Task data: Begin

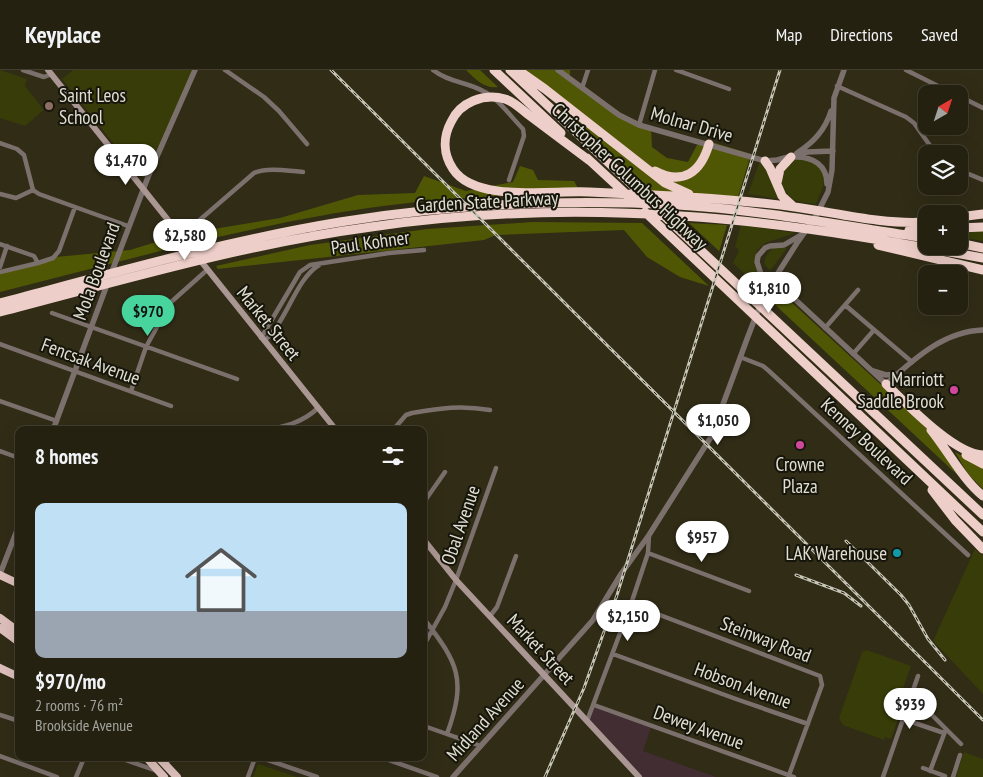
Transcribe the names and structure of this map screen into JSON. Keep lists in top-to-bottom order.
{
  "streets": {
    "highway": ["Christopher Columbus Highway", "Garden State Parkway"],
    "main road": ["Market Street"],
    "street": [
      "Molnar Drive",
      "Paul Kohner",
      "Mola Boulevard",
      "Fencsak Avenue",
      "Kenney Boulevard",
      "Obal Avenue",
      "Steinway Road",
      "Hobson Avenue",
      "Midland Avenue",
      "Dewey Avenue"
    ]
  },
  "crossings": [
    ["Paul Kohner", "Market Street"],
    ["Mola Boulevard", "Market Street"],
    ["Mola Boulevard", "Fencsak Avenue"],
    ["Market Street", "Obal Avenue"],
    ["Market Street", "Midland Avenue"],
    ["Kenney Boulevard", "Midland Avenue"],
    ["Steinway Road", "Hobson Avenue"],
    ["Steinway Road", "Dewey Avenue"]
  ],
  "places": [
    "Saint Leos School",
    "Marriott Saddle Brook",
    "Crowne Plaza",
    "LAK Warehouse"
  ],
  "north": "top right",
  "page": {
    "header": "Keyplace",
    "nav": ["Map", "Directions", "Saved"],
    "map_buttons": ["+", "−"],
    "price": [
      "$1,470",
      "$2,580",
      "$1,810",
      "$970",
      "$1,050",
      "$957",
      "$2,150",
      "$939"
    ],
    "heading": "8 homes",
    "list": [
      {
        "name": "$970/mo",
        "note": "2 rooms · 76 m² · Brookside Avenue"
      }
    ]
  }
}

Task data: End

Every entry must be reproduced exactly, with the images left out.

Expected answer =
Transcribe the names and structure of this map screen into JSON. Keep lists in top-to-bottom order.
{
  "streets": {
    "highway": ["Christopher Columbus Highway", "Garden State Parkway"],
    "main road": ["Market Street"],
    "street": [
      "Molnar Drive",
      "Paul Kohner",
      "Mola Boulevard",
      "Fencsak Avenue",
      "Kenney Boulevard",
      "Obal Avenue",
      "Steinway Road",
      "Hobson Avenue",
      "Midland Avenue",
      "Dewey Avenue"
    ]
  },
  "crossings": [
    ["Paul Kohner", "Market Street"],
    ["Mola Boulevard", "Market Street"],
    ["Mola Boulevard", "Fencsak Avenue"],
    ["Market Street", "Obal Avenue"],
    ["Market Street", "Midland Avenue"],
    ["Kenney Boulevard", "Midland Avenue"],
    ["Steinway Road", "Hobson Avenue"],
    ["Steinway Road", "Dewey Avenue"]
  ],
  "places": [
    "Saint Leos School",
    "Marriott Saddle Brook",
    "Crowne Plaza",
    "LAK Warehouse"
  ],
  "north": "top right",
  "page": {
    "header": "Keyplace",
    "nav": ["Map", "Directions", "Saved"],
    "map_buttons": ["+", "−"],
    "price": [
      "$1,470",
      "$2,580",
      "$1,810",
      "$970",
      "$1,050",
      "$957",
      "$2,150",
      "$939"
    ],
    "heading": "8 homes",
    "list": [
      {
        "name": "$970/mo",
        "note": "2 rooms · 76 m² · Brookside Avenue"
      }
    ]
  }
}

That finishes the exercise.